St. Mary's Church, Horncastle, Lincolnshire, England, dates from the early 13th century and is dedicated to Saint Mary. It serves the Ecclesiastical Parish of Horncastle and a grade II* listed building that was heavily restored by Ewan Christian between 1859 and 1861.

==History==
It is thought that a Roman church once stood on the site. This appears to have been succeeded by a Saxon Minster, although construction of the present building started c.1250.

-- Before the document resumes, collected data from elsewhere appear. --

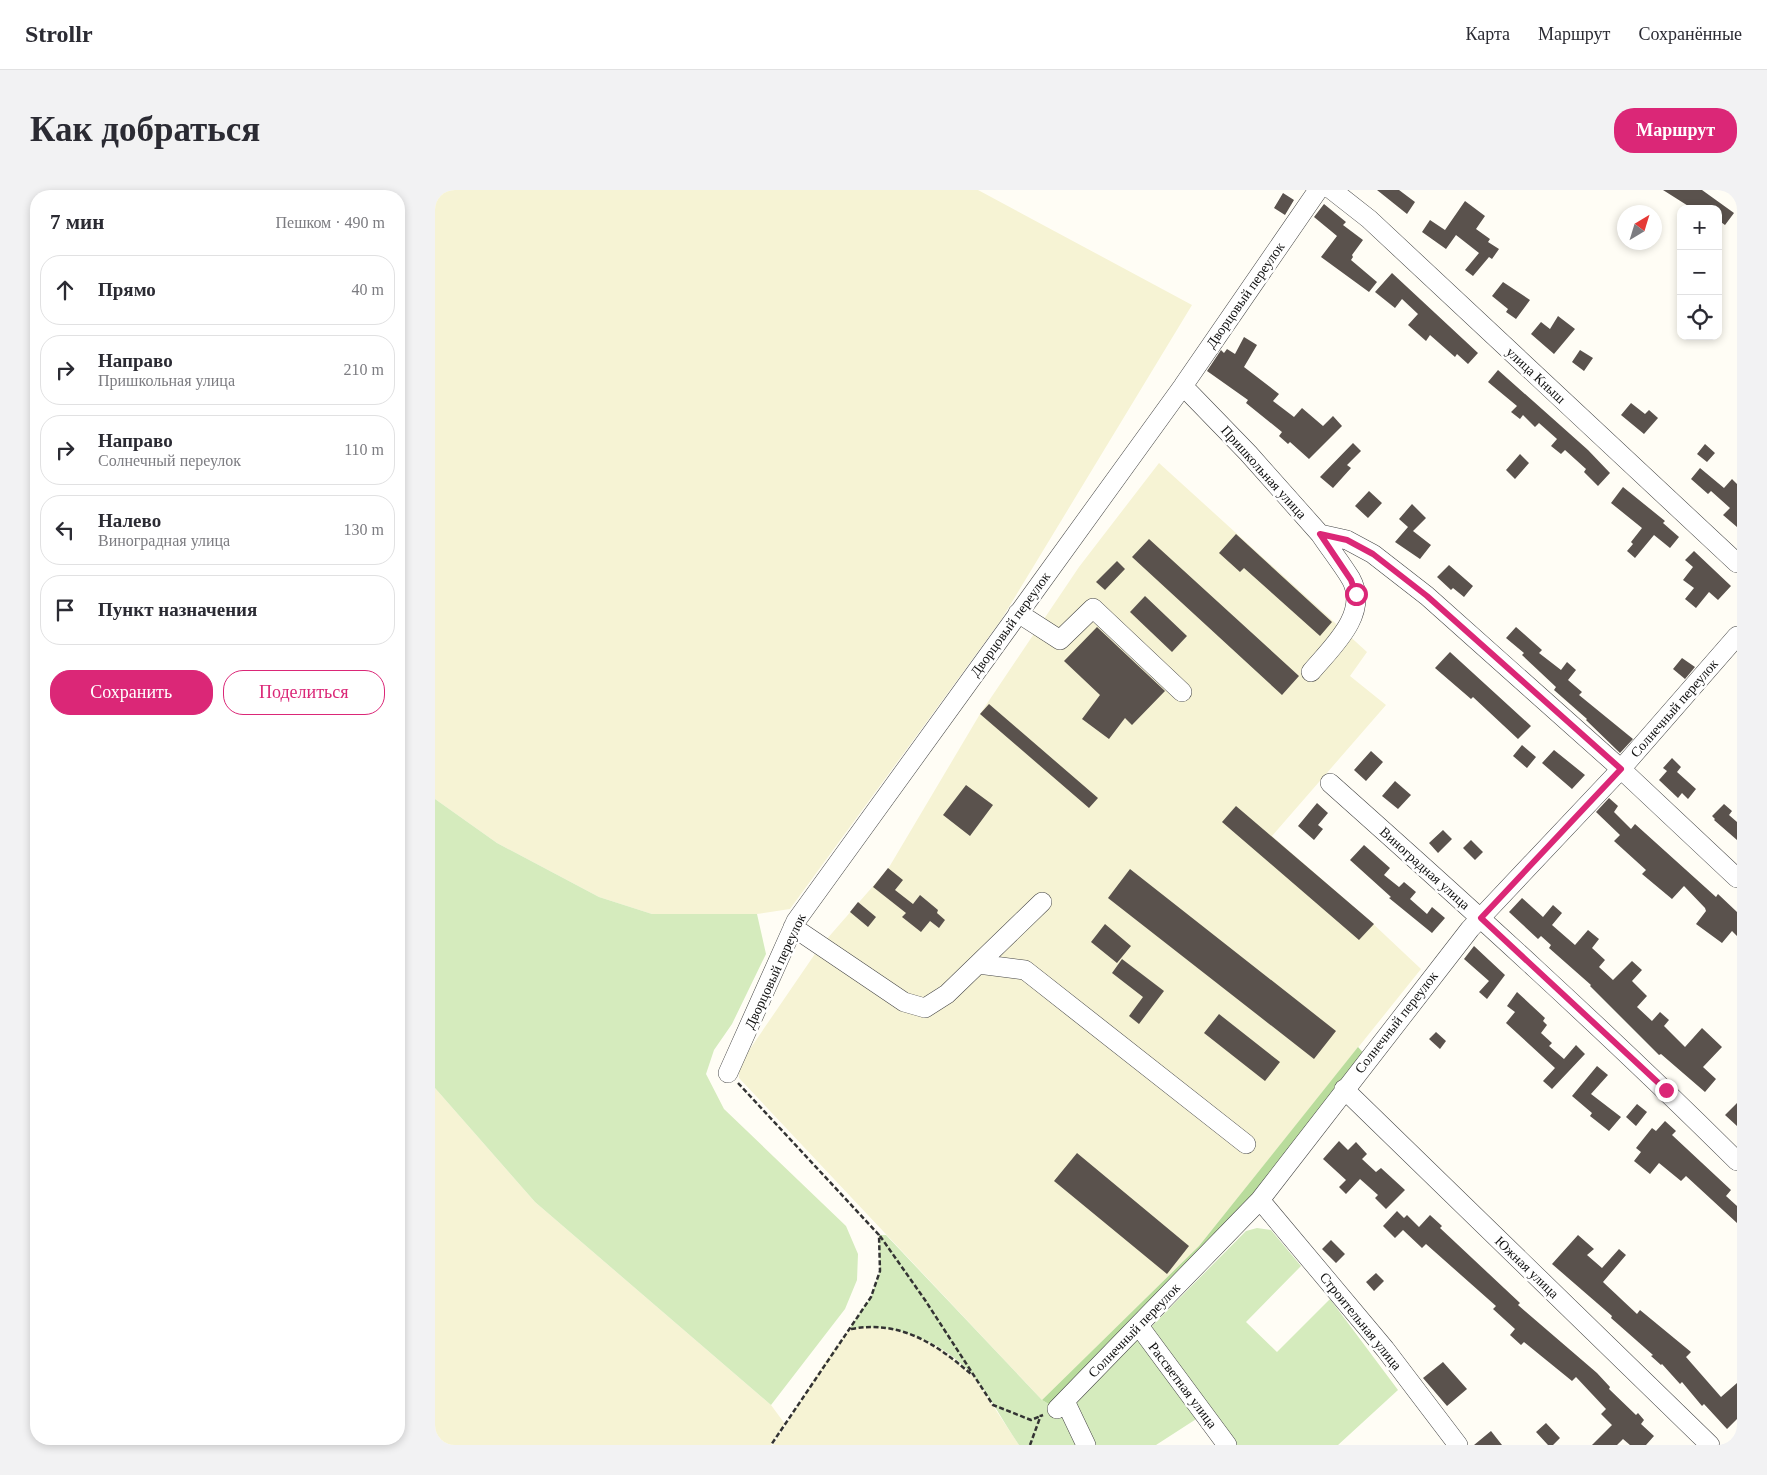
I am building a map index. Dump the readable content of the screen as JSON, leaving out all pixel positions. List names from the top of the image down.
{
  "streets": {
    "street": [
      "Дворцовый переулок",
      "улица Кныш",
      "Пришкольная улица",
      "Солнечный переулок",
      "Виноградная улица",
      "Южная улица",
      "Строительная улица",
      "Рассветная улица"
    ]
  },
  "crossings": [
    ["Дворцовый переулок", "Пришкольная улица"],
    ["Солнечный переулок", "Виноградная улица"],
    ["Солнечный переулок", "Южная улица"],
    ["Солнечный переулок", "Строительная улица"],
    ["Солнечный переулок", "Рассветная улица"]
  ],
  "north": "top right",
  "page": {
    "header": "Strollr",
    "nav": ["Карта", "Маршрут", "Сохранённые"],
    "buttons": [
      "Маршрут",
      ["Сохранить", "Поделиться"]
    ],
    "title": "Как добраться",
    "heading": ["7 мин", "Пешком · 490 m"],
    "map_buttons": ["+", "−"],
    "list": [
      ["Прямо", "40 m"],
      ["Направо", "Пришкольная улица", "210 m"],
      ["Направо", "Солнечный переулок", "110 m"],
      ["Налево", "Виноградная улица", "130 m"],
      "Пункт назначения"
    ]
  }
}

The building appears to have experienced two major works of restoration:

- The first, which took place around 1660, once he had been restored as Vicar of Horncastle, and is commemorated on the south wall near to the altar rails by a large metal painted plaque, is credited to The Rev'd Thomas Gibson. Gibson was ill-treated during the Civil War and deprived of his living for some years.
- The 1859–61 restoration is commemorated by a stained glass window in memory of The Rev'd Canon W H Milner, who is credited with being the primary driving force behind the restoration.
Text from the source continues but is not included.